## What you need to do
Exactly as written, output the lines below starting from the first and ending with the line that contains "const toPath = rows"; omit pictures.

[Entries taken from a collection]
■ ■ ■

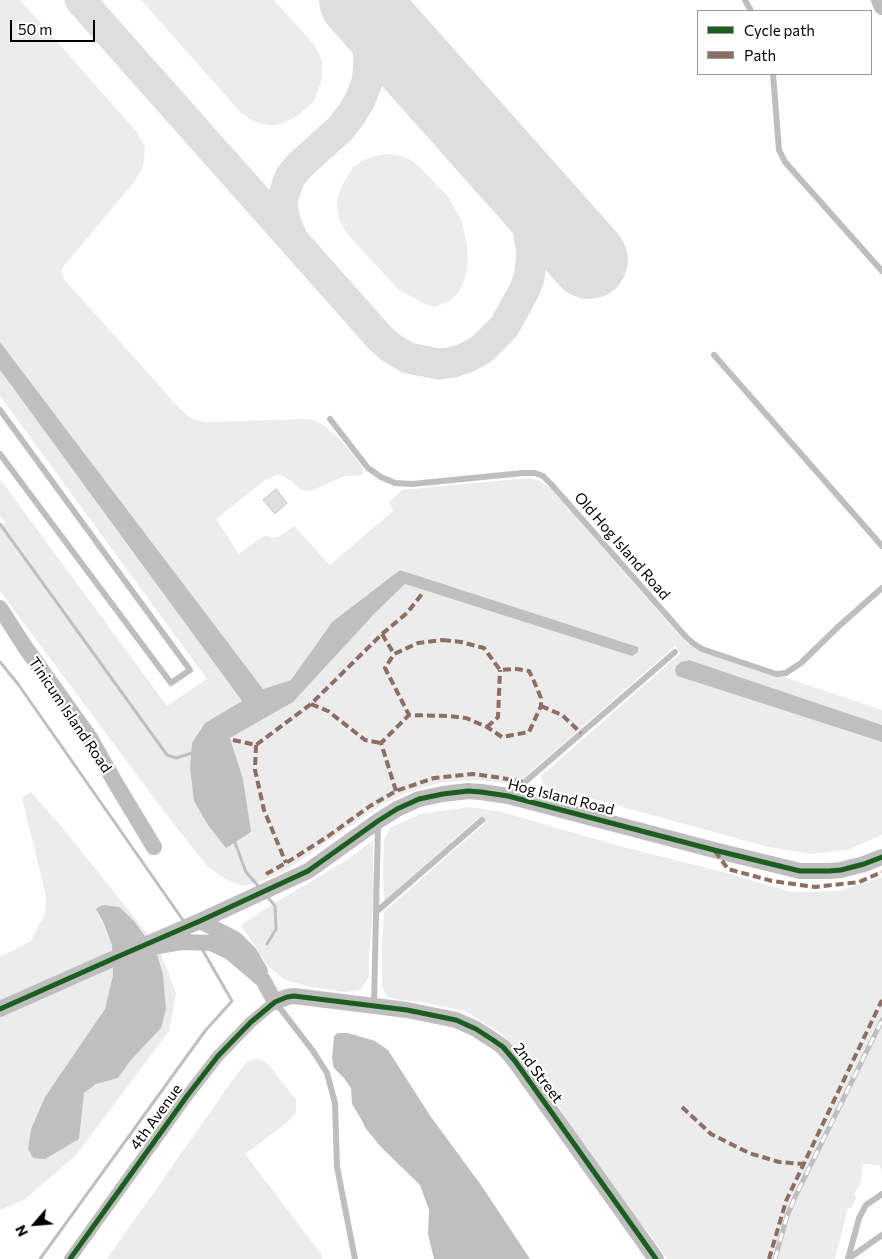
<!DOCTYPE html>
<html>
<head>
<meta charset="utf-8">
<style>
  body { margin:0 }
  #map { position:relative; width:882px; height:1259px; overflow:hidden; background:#fff; font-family:Commissioner,sans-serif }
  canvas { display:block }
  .legend { position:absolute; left:697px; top:10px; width:175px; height:65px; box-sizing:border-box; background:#fff; border:1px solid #999; margin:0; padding:6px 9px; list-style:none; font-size:15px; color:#000 }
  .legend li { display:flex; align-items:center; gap:10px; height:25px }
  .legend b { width:25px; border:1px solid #999 }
  .north { position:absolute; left:10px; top:1199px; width:50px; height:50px; -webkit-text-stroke:4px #fff; paint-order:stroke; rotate:243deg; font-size:14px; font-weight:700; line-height:20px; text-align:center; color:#000 }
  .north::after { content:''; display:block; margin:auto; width:18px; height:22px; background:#000; clip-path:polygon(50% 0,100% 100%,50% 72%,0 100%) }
  .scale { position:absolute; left:10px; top:20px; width:85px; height:22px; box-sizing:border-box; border:2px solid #000; border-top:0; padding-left:6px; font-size:15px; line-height:18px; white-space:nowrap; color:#000; -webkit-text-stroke:4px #fff; paint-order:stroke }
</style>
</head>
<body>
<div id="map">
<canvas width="882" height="1259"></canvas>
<ul class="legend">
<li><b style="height:6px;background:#1b5e20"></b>Cycle path</li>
<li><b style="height:6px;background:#8d6e63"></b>Path</li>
</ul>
<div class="north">N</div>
<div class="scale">50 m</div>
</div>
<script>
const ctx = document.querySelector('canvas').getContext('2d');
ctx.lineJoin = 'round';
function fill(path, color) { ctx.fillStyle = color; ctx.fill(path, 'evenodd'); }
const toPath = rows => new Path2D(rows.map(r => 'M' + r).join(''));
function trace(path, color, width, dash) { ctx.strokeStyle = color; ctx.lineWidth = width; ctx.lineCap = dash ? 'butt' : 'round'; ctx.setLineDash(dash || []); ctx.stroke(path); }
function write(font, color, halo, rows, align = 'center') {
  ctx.font = font + ' Commissioner,sans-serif'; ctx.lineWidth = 4.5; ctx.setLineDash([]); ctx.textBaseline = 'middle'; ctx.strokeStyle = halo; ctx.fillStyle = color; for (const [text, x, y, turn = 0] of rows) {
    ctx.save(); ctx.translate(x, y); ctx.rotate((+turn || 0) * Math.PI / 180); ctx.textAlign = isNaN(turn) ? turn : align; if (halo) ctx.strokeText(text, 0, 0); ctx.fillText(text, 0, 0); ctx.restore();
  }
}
fill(toPath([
  [0,0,20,0,136,131,145,147,143,167,134,182,63,267,61,272,64,279,181,410,190,418,205,422,309,419,322,424,341,440,363,468,363,475,344,476,311,491,301,490,291,481,280,474,265,480,216,519,239,554,262,537,267,536,271,538,278,537,294,526,330,565,393,511,389,502,402,490,529,478,540,481,551,489,688,645,882,710,882,725,689,660,681,662,676,666,675,671,677,676,685,679,882,742,882,835,847,850,810,854,765,846,586,797,552,792,543,783,541,776,681,653,675,646,517,784,476,780,438,783,406,793,383,804,289,868,273,877,256,883,244,886,239,885,222,877,207,866,166,814,0,591,0,524,5,523,0,516,0,479,167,706,207,679,0,396,0,370,242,701,205,723,243,779,230,738,293,702,376,612,405,584,638,647,400,570,332,622,291,680,263,689,0,342],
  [141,0,274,0,315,46,319,54,322,61,322,79,315,99,310,105,297,116,281,124,272,125,262,124,252,120,242,114],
  [385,154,397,155,409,159,420,167,449,198,462,221,467,245,468,259,467,269,464,281,459,292,451,300,444,303,435,307,424,304,398,289,348,235,339,219,337,207,338,196,342,186,353,167,364,160,375,156],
  [31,792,61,826,159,948,176,993,169,1031,76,1155,24,1200,0,1210,0,957,30,942,45,914,46,896,22,798],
  [96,909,160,1028,131,1060,118,1078,96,1084,84,1093,28,1149,31,1129,45,1098,105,1009,113,975,112,945],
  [470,807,502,812,623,847,723,872,791,892,839,891,882,877,882,1176,880,1165,863,1164,860,1184,854,1194,856,1197,852,1208,848,1208,835,1259,667,1259,647,1230,635,1218,579,1138,541,1080,502,1034,465,1011,421,1002,393,999,387,996,382,986,382,944,384,912,484,824,478,818,384,901,383,875,384,840,390,828,420,814],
  [373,840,374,898,369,956,369,977,360,990,346,992,311,987,285,980,268,966,241,925,278,901,347,860],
  [258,1058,269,1065,296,1100,296,1113,284,1125,245,1154,321,1254,322,1259,107,1259,237,1074,247,1062]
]), '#ececec');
fill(toPath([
  [0,342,263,689,291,680,332,622,400,570,638,647,638,652,632,656,405,584,376,612,293,702,230,738,243,779,251,832,226,848,208,825,194,801,190,768,192,743,205,723,242,701,0,370],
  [689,660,882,725,882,742,677,676,675,671,676,666,681,662],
  [102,905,119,907,134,921,156,951,163,974,166,1009,161,1028,131,1060,118,1078,96,1084,84,1093,79,1139,45,1159,33,1158,28,1149,31,1129,45,1097,105,1009,113,975,112,945,103,922,96,909],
  [338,1033,348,1033,375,1041,388,1050,431,1117,481,1185,530,1259,434,1259,428,1234,429,1210,420,1185,381,1147,366,1129,361,1119,352,1104,351,1088,344,1078,334,1068,332,1059,334,1036]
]), '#bfbfbf');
trace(toPath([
  [0,524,167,755,176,758,195,752],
  [0,662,18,684,185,923],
  [234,840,246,872,260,888],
  [266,895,275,906,276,929,267,944],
  [40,1259,205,1031,232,1001,202,949]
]), '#bfbfbf', 3);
trace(toPath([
  [80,0,380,338,390,347,408,358,439,364,454,362,468,357,482,349,504,327,524,291,529,278,532,254,526,215,520,192,512,173],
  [291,235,286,224,282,207,283,197,290,177,300,165,340,129,351,115,360,100,367,82,369,63,368,44,366,27,362,15,352,0]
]), '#dedede', 31);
trace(toPath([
  [358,0,589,260]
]), '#dedede', 78);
const building = toPath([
  [276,489,287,503,275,514,263,500,276,489]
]);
fill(building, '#dfdfdf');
trace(building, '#c7c7c7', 1);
trace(toPath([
  [745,0,751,11],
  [773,74,779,150,785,162,882,271],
  [714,355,882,546],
  [0,410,190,670,171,683,0,454],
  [330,419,368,468,381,477,395,483,412,484,523,473,535,473,543,476,551,484,686,637,694,644,702,649,776,674,786,673,801,663,839,626,882,588],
  [511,794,675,652],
  [376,912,482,820],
  [276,1003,313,1051,327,1073,335,1103,337,1167,355,1259],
  [374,1005,378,823],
  [848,1259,859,1218,866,1205,882,1194],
  [848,1259,882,1235]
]), '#bebebe', 6);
trace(toPath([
  [70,1259,187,1096,218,1056,251,1022,275,1002]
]), '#bebebe', 12);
trace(toPath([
  [879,0,882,7],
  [0,608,25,647,90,738,116,784,154,847],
  [200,921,235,939,250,954,260,971],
  [158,946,182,942,211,943,230,952,263,980,275,1002,287,997,294,996,407,1010,456,1020,476,1029,493,1040,503,1047,515,1061,656,1259],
  [0,1009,117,957,200,921,308,871,378,821,397,809,419,799,443,794,468,791,481,792,508,796,714,850,800,871,829,871,841,870,864,864,882,857]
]), '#bebebe', 16);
const rail = toPath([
  [775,1259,787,1216,796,1195,882,1020]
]);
trace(rail, '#bebebe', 5);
trace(rail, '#fff', 3, [9]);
trace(toPath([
  [382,634,394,654],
  [443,640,461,642,484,648,500,670,517,669,529,671,533,679,541,698,541,706,529,732,502,737,487,727,466,718,448,716,409,715,385,668,394,654,418,643,443,640],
  [311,704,328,711,365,740,381,743],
  [541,706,562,715,581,733],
  [487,727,498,717,500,670],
  [233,740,256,745,311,704,382,634,407,613,422,594],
  [256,745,255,770,264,810,286,863],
  [396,791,381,743,409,715],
  [715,851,728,869,772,881,815,887,859,882,882,872],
  [266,874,286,863,327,837,370,806,396,791,434,778,473,774,502,778,524,782],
  [682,1107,711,1134,749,1153,779,1162,803,1164],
  [769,1259,786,1201,882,1000]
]), '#8d6e63', 4, [8, 4]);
trace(toPath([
  [0,1009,117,957,200,921,308,871,378,821,397,809,419,799,443,794,468,791,481,792,508,796,714,850,800,871,829,871,841,870,864,864,882,857],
  [70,1259,187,1096,218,1056,251,1022,275,1002,287,997,294,996,407,1010,456,1020,476,1029,493,1040,503,1047,515,1061,656,1259]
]), '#1b5e20', 5);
write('15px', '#000', '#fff', [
  ["Old Hog Island Road",622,546,49],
  ["Tinicum Island Road",70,715,56],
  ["Hog Island Road",561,797,14],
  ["2nd Street",538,1073,53],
  ["4th Avenue",156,1117,-54]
]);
</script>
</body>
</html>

■ ■ ■

## Response box
<!DOCTYPE html>
<html>
<head>
<meta charset="utf-8">
<style>
  body { margin:0 }
  #map { position:relative; width:882px; height:1259px; overflow:hidden; background:#fff; font-family:Commissioner,sans-serif }
  canvas { display:block }
  .legend { position:absolute; left:697px; top:10px; width:175px; height:65px; box-sizing:border-box; background:#fff; border:1px solid #999; margin:0; padding:6px 9px; list-style:none; font-size:15px; color:#000 }
  .legend li { display:flex; align-items:center; gap:10px; height:25px }
  .legend b { width:25px; border:1px solid #999 }
  .north { position:absolute; left:10px; top:1199px; width:50px; height:50px; -webkit-text-stroke:4px #fff; paint-order:stroke; rotate:243deg; font-size:14px; font-weight:700; line-height:20px; text-align:center; color:#000 }
  .north::after { content:''; display:block; margin:auto; width:18px; height:22px; background:#000; clip-path:polygon(50% 0,100% 100%,50% 72%,0 100%) }
  .scale { position:absolute; left:10px; top:20px; width:85px; height:22px; box-sizing:border-box; border:2px solid #000; border-top:0; padding-left:6px; font-size:15px; line-height:18px; white-space:nowrap; color:#000; -webkit-text-stroke:4px #fff; paint-order:stroke }
</style>
</head>
<body>
<div id="map">
<canvas width="882" height="1259"></canvas>
<ul class="legend">
<li><b style="height:6px;background:#1b5e20"></b>Cycle path</li>
<li><b style="height:6px;background:#8d6e63"></b>Path</li>
</ul>
<div class="north">N</div>
<div class="scale">50 m</div>
</div>
<script>
const ctx = document.querySelector('canvas').getContext('2d');
ctx.lineJoin = 'round';
function fill(path, color) { ctx.fillStyle = color; ctx.fill(path, 'evenodd'); }
const toPath = rows => new Path2D(rows.map(r => 'M' + r).join(''));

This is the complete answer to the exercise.